BTUSFMS Donations Update

New Bike the US for MS total: $7324.

I'm still in awe over how thoughtful, generous, kind, supportive, and encouraging so many people have been these past six months.

P.S. Even since posting this last night, another donation came in, making the total now $7424. Never in my wildest dreams . . ..

Sunday, May 27, 2012

What To Do?

With just five days until the BTUSFMS group leaves out of Yorktown, I'm thinking I'm as ready to go as I can be. I've been getting the small stuff righted around--last minute things like razors (I can't do hairy legs), pomade for the new locks (work a dab in and tousle the hair for that just got out of bed messy look), and a small bottle of suntan lotion to carry in the handlebar bag (even though I slathered on the lotion just before I left out on my long ride a couple of days ago, my shoulders still got burned and still sting four days later). Apparently I need to reapply the lotion periodically while out. Now that the little things are out of the way, I feel like I'm twiddling my thumbs. What now?

Having spent so much time and energy on getting ready, I'm flummoxed as to what to do now. A couple of things that come to mind on this hot, 90 degree plus day: drink a Stella, hang out on the deck and read, load all my stuff into the SUV and sit and wait there (could get a tad stifling and since I have three more days until we leave for Yorktown, I think I'll wait on this one), drink another Stella.

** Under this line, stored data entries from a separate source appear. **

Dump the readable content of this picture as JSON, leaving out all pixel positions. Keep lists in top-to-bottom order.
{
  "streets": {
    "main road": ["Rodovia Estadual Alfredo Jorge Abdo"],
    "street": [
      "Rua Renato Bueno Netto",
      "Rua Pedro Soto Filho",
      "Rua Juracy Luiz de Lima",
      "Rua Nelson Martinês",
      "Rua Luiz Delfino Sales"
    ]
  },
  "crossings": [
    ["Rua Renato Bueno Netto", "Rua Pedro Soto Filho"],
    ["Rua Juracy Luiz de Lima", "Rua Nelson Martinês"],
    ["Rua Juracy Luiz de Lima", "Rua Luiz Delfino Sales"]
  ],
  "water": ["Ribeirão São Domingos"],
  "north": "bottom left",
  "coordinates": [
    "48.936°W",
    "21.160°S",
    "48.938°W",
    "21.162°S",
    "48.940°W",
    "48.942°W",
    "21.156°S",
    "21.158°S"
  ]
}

Yeah, the Stella sounds good.

Saturday, May 19, 2012

The Clouds Have Parted

Wow! I didn't realize just how lousy I was feeling for so dang long. Well, I kinda knew, but now, this morning, truly feeling like I have my body back, the one that I thought had deserted me10 years ago, I realize I was merely going through the motions of trying to not let anyone else see how miserable I was feeling. Yeah, 10 years. I remember the very first day of feeling lousy 10 years ago, and how I believed my body was betraying me. I went to my GP, my gynie, and even a mental health counselor to try and find answers to what was happening to me. My GP referred me to a neurologist (I never went). My gynie suggested I start taking Prozac (she is no longer my gynie). The mental health counselor just shrugged and said, "Sounds like depression. Lots of people are depressed." I didn't like the answers any of these professionals gave me, so I set out on my own to find the answers to what was happening to me.

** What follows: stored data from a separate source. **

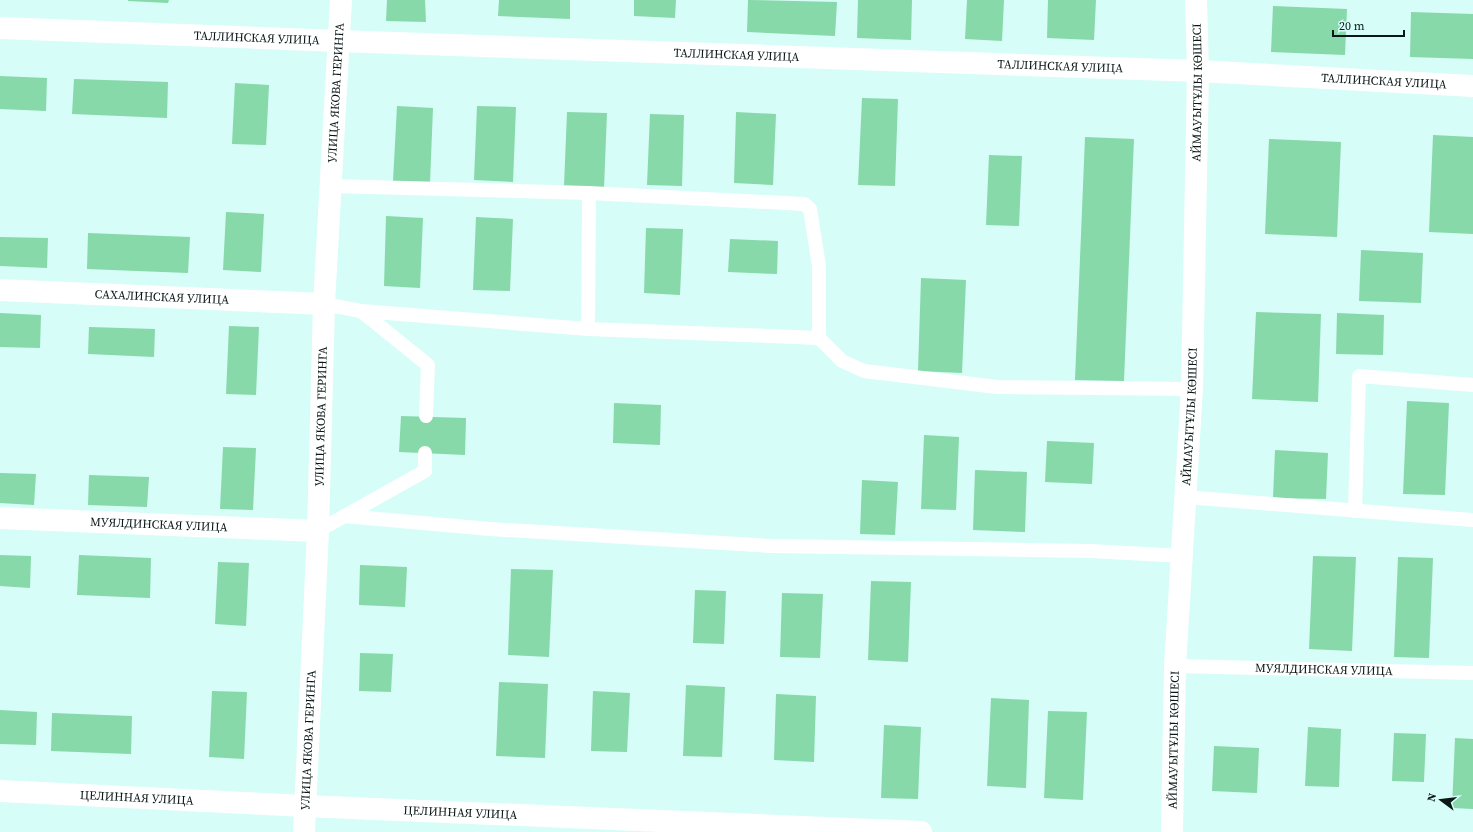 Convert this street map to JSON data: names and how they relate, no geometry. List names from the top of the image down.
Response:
{
  "streets": {
    "street": [
      "ТАЛЛИНСКАЯ УЛИЦА",
      "УЛИЦА ЯКОВА ГЕРИНГА",
      "АЙМАУЫТҰЛЫ КӨШЕСІ",
      "САХАЛИНСКАЯ УЛИЦА",
      "МУЯЛДИНСКАЯ УЛИЦА",
      "ЦЕЛИННАЯ УЛИЦА"
    ]
  },
  "crossings": [
    ["ТАЛЛИНСКАЯ УЛИЦА", "УЛИЦА ЯКОВА ГЕРИНГА"],
    ["ТАЛЛИНСКАЯ УЛИЦА", "АЙМАУЫТҰЛЫ КӨШЕСІ"],
    ["УЛИЦА ЯКОВА ГЕРИНГА", "САХАЛИНСКАЯ УЛИЦА"],
    ["УЛИЦА ЯКОВА ГЕРИНГА", "МУЯЛДИНСКАЯ УЛИЦА"],
    ["УЛИЦА ЯКОВА ГЕРИНГА", "ЦЕЛИННАЯ УЛИЦА"],
    ["АЙМАУЫТҰЛЫ КӨШЕСІ", "МУЯЛДИНСКАЯ УЛИЦА"]
  ],
  "scale_bar": "20 m",
  "north": "left"
}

I began reading anything and everything I could get my hands on. All the paths were leading to one culprit: perimenopause. Not being one to want to take meds of any kind, I worked to ease the symptoms the natural way. Over the years, I've become mostly vegetarian (I admit, I love a good, greasy hamburger every now and then), caffeine free (though I allow myself a cola after a ride of 50 miles or more), and cut way back on the sugar intake (which is extremely difficult with a sugar addict in the house, though even he has now been candy free for over two weeks!). I limit the amount of processed foods and white breads I eat, going so far as to eat the wonderful, greasy hamburger bunless. These measures, along with regular exercise, did seem to reduce the severity of the symptoms to being tolerable, and when I go on a binge and eat items that are on the No-No list, I can feel the adverse effects, at which time I kick myself for being lazy and basically have to start all over again.

All of my work to regulate my wacky body seemed to be for naught the last three months, though. No matter what I ate, no matter how many hours I was spending on the bike doing interval training or going for long distances, I was gaining weight, feeling incredibly tired all the time, unable to truly focus, and as if these things weren't enough, I was having two periods a month. I couldn't take it anymore. I didn't want to do the summer ride feeling so horrible. I caved and went to my new gynie.

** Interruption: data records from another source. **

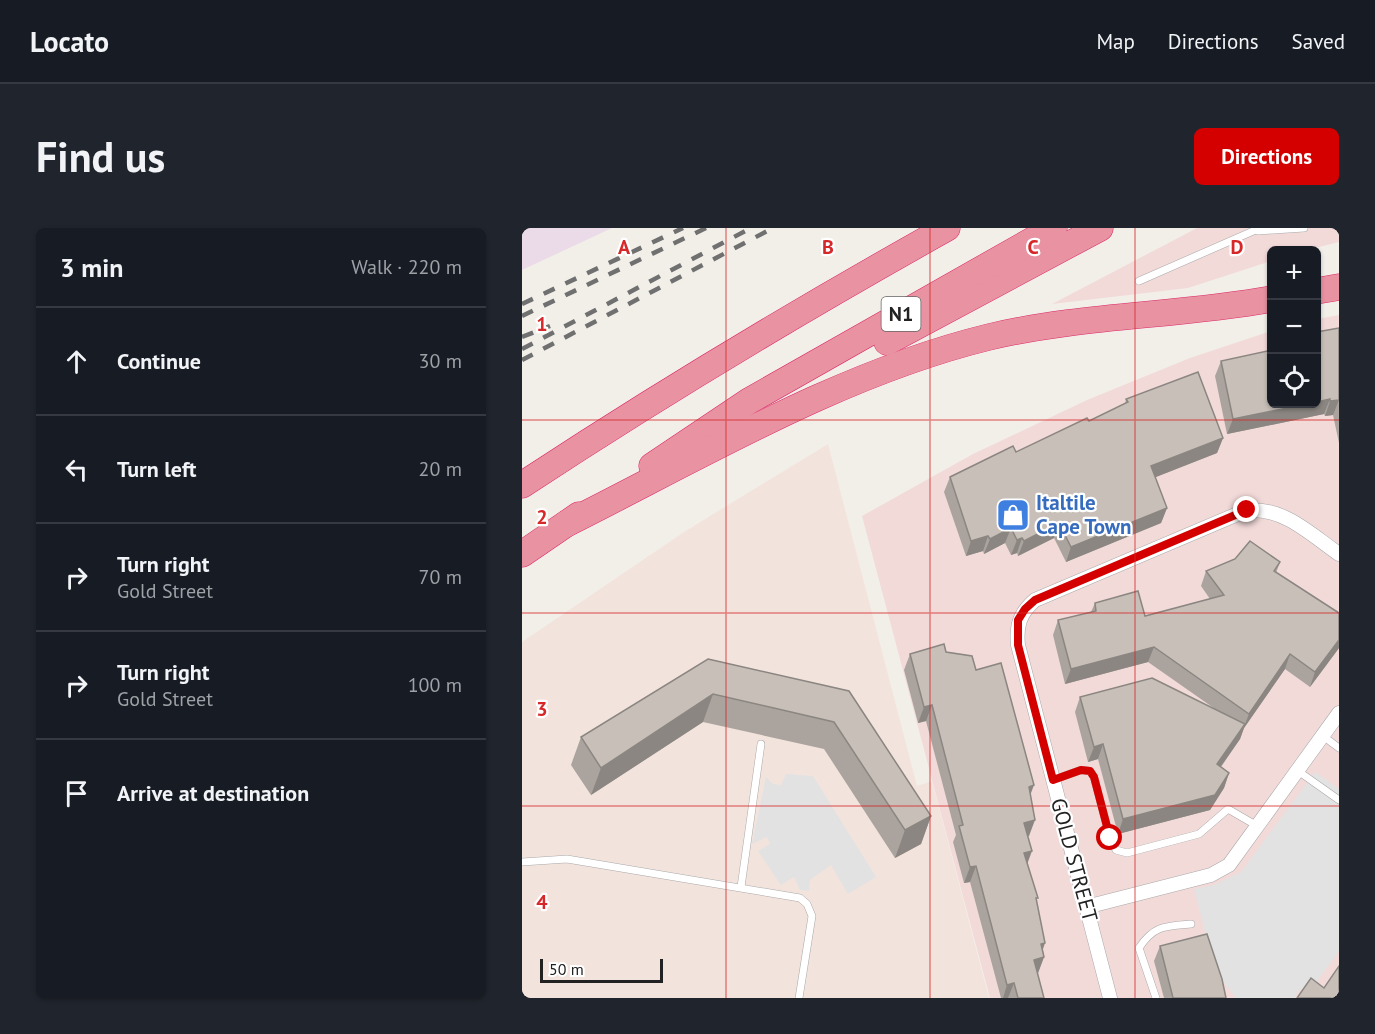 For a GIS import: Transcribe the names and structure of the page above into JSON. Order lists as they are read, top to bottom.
{
  "streets": {
    "highway": ["N1"],
    "street": ["GOLD STREET"]
  },
  "places": {
    "shop": ["Italtile Cape Town"]
  },
  "scale_bar": "50 m",
  "page": {
    "header": "Locato",
    "nav": ["Map", "Directions", "Saved"],
    "buttons": "Directions",
    "title": "Find us",
    "heading": ["3 min", "Walk · 220 m"],
    "map_buttons": ["+", "−"],
    "list": [
      ["Continue", "30 m"],
      ["Turn left", "20 m"],
      ["Turn right", "Gold Street", "70 m"],
      ["Turn right", "Gold Street", "100 m"],
      "Arrive at destination"
    ],
    "scale": "50 m"
  },
  "grid": {
    "columns": [
      "A",
      "B",
      "C",
      "D"
    ],
    "rows": [
      "1",
      "2",
      "3",
      "4"
    ]
  }
}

During the visit, I explained to her what had been going on. She listened then offered several options. We settled on combining two of the three options before the ride, aiming to give me relief from having two periods a month, and early yesterday morning, both options were exercised. This morning, I woke up feeling like I've awakened from a 10 year dream. Just looking at my body in the mirror, I can see the puffiness from the constant water retention is gone. I feel truly rested, not hoping a hot shower followed by a minute of standing under cold water will wake me up. I feel happy rather than sad.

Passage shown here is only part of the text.